Steel.dev is an open-source cloud browser API — you can self-host it or use their managed service. Ceki is a peer-to-peer marketplace connecting you to real people's browsers. Both serve AI agents, but the trade-offs are different.
Cloud vs. peer-to-peer
Steel runs Chrome instances in Docker containers. You get fast, consistent, scalable browser access. But the instances run on cloud hardware with datacenter IPs and generated fingerprints. Ceki connects you to Chrome sessions on real consumer hardware.
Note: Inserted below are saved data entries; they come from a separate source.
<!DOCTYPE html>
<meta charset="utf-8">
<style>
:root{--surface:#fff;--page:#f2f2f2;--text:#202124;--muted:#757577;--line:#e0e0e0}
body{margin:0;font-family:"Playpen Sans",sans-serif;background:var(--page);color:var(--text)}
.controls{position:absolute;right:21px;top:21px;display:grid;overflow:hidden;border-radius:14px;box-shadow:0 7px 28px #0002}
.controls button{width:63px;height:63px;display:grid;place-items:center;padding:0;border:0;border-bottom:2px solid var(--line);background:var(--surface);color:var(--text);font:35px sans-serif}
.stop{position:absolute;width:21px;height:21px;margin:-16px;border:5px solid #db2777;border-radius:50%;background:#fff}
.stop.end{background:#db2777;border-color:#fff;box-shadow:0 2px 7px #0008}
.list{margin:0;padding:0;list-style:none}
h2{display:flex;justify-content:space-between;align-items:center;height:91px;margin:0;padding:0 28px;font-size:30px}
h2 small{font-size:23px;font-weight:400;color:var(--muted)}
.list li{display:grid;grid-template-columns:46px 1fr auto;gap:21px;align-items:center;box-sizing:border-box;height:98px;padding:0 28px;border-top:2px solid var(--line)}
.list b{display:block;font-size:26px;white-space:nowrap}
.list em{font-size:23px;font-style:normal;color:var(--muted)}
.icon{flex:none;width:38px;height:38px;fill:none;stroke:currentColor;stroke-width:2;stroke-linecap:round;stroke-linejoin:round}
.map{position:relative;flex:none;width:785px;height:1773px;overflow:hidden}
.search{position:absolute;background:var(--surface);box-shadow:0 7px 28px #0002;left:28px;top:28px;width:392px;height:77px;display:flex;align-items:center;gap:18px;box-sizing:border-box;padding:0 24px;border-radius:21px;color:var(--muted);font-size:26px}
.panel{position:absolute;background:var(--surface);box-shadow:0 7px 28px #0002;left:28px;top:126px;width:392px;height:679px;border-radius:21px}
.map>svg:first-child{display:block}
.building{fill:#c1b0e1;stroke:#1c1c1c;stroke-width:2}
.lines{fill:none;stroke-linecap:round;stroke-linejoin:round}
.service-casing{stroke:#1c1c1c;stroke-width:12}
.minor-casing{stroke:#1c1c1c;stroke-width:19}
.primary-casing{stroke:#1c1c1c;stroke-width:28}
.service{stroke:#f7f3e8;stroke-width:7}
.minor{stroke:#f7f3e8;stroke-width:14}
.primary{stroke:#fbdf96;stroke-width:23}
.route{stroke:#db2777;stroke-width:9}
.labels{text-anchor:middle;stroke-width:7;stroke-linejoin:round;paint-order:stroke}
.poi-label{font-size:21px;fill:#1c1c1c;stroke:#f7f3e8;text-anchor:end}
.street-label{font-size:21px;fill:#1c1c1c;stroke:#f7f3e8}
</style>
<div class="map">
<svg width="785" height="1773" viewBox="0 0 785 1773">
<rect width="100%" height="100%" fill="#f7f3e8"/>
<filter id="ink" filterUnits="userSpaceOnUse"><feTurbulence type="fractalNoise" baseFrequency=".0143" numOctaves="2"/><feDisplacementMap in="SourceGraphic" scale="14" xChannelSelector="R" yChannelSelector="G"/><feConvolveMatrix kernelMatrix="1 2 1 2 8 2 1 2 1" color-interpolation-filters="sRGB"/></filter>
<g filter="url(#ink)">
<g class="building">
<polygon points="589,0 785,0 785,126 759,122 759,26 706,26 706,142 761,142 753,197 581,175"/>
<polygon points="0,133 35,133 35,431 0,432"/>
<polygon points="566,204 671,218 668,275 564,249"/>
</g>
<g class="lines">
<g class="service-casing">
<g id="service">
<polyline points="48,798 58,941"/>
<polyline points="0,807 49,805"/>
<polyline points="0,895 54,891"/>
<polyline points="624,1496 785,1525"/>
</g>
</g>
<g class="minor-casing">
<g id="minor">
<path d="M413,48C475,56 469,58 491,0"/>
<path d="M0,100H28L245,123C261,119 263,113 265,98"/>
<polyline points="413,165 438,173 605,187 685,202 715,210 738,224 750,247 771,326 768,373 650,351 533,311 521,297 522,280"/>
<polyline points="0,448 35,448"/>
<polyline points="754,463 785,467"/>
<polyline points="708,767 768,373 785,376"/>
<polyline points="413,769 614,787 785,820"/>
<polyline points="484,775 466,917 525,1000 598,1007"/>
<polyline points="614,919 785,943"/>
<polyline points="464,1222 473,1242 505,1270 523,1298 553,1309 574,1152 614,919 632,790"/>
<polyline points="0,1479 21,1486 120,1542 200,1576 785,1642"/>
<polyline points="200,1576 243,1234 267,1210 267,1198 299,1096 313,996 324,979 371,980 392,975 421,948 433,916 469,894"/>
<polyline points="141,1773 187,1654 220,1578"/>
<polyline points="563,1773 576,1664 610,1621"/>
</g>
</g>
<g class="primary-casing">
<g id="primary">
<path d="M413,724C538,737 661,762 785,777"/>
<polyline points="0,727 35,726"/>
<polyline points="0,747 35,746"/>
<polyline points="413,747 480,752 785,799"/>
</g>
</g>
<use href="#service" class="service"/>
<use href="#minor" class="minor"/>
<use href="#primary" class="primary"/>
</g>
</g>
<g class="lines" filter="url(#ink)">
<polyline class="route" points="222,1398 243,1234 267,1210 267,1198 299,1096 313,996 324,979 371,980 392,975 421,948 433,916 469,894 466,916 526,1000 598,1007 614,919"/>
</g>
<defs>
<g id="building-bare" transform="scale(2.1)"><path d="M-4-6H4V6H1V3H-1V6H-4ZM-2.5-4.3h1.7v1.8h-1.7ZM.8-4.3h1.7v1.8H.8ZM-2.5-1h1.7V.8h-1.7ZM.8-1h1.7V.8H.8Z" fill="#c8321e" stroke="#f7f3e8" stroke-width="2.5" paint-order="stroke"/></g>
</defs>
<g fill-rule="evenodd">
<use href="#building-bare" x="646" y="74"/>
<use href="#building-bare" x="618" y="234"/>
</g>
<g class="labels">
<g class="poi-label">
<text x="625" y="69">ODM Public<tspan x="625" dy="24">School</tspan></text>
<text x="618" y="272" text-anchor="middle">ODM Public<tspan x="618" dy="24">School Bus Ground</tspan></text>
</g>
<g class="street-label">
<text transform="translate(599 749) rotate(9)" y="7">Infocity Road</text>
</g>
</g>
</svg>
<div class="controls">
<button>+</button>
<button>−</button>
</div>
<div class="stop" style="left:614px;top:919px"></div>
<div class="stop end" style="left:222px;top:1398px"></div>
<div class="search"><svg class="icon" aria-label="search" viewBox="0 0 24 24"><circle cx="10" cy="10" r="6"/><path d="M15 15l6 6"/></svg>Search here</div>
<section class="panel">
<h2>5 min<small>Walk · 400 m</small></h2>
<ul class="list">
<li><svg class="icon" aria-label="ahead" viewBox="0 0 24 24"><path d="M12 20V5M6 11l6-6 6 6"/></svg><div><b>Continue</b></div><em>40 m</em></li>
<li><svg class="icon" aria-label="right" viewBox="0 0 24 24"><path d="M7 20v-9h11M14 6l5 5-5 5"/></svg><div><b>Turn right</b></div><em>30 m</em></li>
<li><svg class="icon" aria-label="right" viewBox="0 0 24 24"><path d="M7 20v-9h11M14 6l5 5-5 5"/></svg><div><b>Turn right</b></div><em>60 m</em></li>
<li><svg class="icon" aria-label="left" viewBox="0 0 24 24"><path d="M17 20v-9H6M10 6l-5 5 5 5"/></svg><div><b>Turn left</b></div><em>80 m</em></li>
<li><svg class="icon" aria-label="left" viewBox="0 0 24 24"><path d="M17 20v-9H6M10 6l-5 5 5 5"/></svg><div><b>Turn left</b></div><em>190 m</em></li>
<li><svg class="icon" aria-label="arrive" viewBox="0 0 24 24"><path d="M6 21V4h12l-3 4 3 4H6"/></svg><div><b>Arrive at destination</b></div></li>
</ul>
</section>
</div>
Startup may be slightly slower, but the session is indistinguishable from a real user because it IS a real user's browser.
Open-source advantage
Steel's biggest draw is open-source: you can self-host, customize, and audit the code. For teams that need full control over their browser infrastructure, this is compelling. Ceki is a managed marketplace — you trust the platform to handle session isolation and billing.
Fingerprint quality
Steel generates random fingerprints from cloud hardware (typically NVIDIA data center GPUs, not consumer GPUs). The WebGL renderer, Canvas hash, and AudioContext won't match any consumer device. Ceki's fingerprints are genuine because they come from consumer devices. An Intel UHD 630 fingerprint from a host's laptop is identical to any other Intel UHD 630 laptop — because it IS an Intel UHD 630 laptop.
CAPTCHA handling
Steel uses automated CAPTCHA solving (~70% success rate for reCAPTCHA). Ceki uses human-in-the-loop solving (the host solves it manually — near 100% success rate). For workflows where CAPTCHA failure means task failure, human solving is more reliable.
Pricing
Steel managed: $29-499/month + per-hour usage. Self-hosted: your infrastructure costs. Ceki: $0.02-$0.10/minute, no subscription.